Durham Castle was given to Durham University in 1832. Today, over 100 students still live there and eat their meals in the castle’s Great Hall. During summer, when the students are away, Durham Castle serves as a hotel.
The Birmingham Hippodrome is the busiest and most popular theatre in the UK, with over 520,000 visitors taking their seats at performances every year. Find out why...
The Prince Regent once hosted a 127-dish banquet at Brighton’s Royal Pavilion in honour of the visiting Grand Duke Nicholas of Russia in 1817. The pièce de résistance was a 4ft-high Turkish mosque constructed out of marzipan. Hear more about the Prince Regent's outrageous exploits on an audio tour of the palace. Find more places to visit in Brighton...
The biggest antique fair in Europe is held near Newark in Nottinghamshire every other month. Spread across an 84 acre site, the fair can host up to 2,500 stands and attract thousands of dealers and buyers from around the globe. See when the next one is on…
In 1970, an estimated 600,000 people partied the weekend away at the Isle of Wight Festival, with Jimi Hendrix, The Doors, Joni Mitchell and The Who providing the soundtrack. Quite a crowd considering the population of the island back then was less than 100,000. See who’s playing this year…
The infamous pirate Captain Blackbeard once had a hideaway cave under St. Mary Redcliffe church. His original birthplace and childhood home still stands on Bristol's harbourside. Find out more about Bristol’s swashbuckling past on a pirate walk or follow the Treasure Island Trail.
The largest ever haul of Anglo-Saxon gold in Britain, valued at over £3 million, was discovered beneath a farmer’s field in Staffordshire. See it soon in a museum near you when the Staffordshire Hoard goes on tour...
Chester Racecourse, also known as the Roodee, is the oldest racecourse still in use in England, with the first race taking place in 1539. Before this it was the site of the extremely violent Goteddsday football match, until it was banned in 1533. Make sure you look the part when the racing season begins on 4 May.
England is home to 17 World Heritage Sites, 10 National Parks and 33 Areas of Outstanding Natural Beauty, including the Isles of Scilly – an archipelago of over 100 islands and islets. England’s answer to a tropical paradise, why not book a sea safari from St Mary's to spot grey seals and puffins, and if you’re lucky, basking sharks and dolphins too.

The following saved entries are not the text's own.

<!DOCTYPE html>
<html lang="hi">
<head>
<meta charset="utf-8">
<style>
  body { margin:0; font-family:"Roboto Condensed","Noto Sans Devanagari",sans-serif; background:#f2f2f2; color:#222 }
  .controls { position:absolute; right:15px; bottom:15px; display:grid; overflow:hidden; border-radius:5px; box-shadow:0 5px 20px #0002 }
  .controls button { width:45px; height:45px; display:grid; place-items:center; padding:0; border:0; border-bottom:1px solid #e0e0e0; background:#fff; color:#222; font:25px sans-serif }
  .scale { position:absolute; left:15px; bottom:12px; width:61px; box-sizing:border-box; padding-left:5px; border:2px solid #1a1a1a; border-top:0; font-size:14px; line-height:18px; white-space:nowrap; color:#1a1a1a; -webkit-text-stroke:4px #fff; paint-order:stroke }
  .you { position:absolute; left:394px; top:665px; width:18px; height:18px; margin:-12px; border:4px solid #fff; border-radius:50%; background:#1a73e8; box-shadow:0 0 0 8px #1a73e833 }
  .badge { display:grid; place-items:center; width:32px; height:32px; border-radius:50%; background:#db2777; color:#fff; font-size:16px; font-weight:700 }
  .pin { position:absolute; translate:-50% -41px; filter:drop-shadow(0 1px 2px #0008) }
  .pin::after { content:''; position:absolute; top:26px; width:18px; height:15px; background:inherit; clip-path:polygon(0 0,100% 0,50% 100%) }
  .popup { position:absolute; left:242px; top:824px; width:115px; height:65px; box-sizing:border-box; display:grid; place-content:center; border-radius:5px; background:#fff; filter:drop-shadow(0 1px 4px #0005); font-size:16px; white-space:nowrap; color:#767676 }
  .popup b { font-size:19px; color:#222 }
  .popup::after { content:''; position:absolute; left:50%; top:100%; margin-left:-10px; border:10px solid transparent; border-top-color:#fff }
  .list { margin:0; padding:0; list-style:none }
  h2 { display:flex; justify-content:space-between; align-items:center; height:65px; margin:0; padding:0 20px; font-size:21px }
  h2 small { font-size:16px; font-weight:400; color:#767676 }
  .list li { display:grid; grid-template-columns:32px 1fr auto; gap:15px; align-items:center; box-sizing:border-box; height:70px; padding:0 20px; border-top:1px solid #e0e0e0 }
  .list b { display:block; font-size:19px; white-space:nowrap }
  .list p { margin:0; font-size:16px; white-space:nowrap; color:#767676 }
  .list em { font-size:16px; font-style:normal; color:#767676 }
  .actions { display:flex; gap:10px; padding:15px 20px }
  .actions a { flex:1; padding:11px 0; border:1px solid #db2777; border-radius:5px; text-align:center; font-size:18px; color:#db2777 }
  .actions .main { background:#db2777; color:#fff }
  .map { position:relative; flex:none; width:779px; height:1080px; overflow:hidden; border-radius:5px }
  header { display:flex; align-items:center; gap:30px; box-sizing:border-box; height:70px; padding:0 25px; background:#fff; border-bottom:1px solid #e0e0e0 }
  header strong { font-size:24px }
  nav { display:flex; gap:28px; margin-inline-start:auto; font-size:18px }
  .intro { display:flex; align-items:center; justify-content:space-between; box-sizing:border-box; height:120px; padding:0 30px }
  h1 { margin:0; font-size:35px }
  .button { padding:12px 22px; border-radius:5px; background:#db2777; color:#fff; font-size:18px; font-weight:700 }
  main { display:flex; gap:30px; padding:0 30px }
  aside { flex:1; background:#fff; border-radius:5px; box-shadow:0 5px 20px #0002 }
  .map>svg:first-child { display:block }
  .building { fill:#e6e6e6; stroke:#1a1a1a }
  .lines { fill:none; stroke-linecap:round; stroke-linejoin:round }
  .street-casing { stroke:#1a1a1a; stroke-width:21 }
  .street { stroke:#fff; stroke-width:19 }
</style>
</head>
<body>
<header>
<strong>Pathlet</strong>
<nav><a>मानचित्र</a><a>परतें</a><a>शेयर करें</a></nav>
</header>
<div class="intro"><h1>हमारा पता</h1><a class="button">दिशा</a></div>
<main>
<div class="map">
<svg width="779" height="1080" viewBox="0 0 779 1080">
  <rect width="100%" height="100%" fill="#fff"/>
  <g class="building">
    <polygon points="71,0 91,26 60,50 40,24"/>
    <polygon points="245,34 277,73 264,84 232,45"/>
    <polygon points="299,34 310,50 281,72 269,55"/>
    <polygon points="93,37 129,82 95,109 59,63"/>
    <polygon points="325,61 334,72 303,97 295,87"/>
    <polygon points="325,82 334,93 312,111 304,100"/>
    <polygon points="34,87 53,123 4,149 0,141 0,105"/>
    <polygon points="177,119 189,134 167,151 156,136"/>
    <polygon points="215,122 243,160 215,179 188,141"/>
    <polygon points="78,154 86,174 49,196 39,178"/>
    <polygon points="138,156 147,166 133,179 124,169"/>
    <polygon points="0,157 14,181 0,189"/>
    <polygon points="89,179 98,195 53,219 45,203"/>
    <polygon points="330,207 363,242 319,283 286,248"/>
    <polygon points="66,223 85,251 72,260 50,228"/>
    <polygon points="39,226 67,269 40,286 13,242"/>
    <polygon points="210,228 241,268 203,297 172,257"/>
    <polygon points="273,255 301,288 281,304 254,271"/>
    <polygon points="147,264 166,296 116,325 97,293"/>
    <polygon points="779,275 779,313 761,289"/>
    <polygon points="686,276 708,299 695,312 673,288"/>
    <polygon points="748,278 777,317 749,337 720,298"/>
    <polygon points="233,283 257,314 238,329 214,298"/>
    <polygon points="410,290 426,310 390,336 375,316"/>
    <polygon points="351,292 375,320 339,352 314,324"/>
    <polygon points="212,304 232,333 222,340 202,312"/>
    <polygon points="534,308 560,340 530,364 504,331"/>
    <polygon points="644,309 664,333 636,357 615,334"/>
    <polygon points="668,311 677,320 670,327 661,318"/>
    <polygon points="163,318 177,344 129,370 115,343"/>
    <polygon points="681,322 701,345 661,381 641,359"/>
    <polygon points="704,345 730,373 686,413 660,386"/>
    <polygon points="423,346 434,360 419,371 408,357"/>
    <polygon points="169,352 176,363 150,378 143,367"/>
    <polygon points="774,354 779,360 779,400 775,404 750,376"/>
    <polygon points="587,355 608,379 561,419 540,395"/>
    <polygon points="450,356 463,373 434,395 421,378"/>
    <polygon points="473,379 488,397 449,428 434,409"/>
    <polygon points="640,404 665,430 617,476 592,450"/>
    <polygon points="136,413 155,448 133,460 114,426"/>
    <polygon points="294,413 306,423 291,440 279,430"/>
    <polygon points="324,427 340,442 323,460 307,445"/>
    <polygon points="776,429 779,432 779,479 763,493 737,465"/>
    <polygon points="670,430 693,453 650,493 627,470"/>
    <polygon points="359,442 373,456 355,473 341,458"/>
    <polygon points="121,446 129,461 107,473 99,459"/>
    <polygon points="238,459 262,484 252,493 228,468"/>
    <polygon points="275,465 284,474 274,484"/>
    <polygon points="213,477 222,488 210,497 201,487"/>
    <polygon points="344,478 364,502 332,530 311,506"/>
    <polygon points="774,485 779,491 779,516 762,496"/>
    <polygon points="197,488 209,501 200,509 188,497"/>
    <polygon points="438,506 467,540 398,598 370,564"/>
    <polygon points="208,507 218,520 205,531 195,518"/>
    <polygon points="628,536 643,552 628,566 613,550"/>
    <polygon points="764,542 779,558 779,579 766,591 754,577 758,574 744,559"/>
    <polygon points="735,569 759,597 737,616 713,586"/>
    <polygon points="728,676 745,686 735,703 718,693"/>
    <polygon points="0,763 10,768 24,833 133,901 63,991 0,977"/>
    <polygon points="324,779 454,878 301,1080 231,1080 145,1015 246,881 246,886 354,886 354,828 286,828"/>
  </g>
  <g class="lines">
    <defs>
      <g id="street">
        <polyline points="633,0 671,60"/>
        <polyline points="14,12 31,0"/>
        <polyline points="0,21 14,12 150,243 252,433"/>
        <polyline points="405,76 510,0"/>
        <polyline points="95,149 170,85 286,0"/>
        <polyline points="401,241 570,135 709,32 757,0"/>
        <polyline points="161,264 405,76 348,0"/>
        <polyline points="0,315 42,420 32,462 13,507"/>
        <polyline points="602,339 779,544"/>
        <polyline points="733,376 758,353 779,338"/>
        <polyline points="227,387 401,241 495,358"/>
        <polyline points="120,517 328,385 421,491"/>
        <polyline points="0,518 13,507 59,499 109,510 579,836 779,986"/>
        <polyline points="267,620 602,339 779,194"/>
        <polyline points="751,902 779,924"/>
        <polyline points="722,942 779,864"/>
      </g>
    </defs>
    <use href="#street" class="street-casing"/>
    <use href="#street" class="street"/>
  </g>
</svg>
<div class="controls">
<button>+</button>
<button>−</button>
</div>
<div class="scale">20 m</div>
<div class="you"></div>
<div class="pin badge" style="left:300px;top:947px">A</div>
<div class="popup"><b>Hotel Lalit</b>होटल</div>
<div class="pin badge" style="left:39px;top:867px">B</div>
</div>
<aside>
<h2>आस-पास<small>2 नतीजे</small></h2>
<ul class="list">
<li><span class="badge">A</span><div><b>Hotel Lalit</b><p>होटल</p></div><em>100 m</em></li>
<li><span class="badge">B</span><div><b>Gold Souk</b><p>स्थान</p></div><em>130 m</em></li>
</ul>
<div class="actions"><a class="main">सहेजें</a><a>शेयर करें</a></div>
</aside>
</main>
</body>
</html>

The heart of Prince Arthur, elder brother to Henry VIII, is buried at St Laurence's Church in Ludlow, Shropshire. It's contained in a silver casket beneath the chancel. It is thought that he died from TB in Ludlow on route to Wales with his wife, Katherine of Aragon. The rest of him is buried at Worcester Cathedral.
Earl Grey tea originates from Northumberland. The tea was blended especially for Charles, 2nd Earl Grey, using bergamot to offset the taste of lime in the water from Howick’s well. Try a cup for yourself at Howick Hall.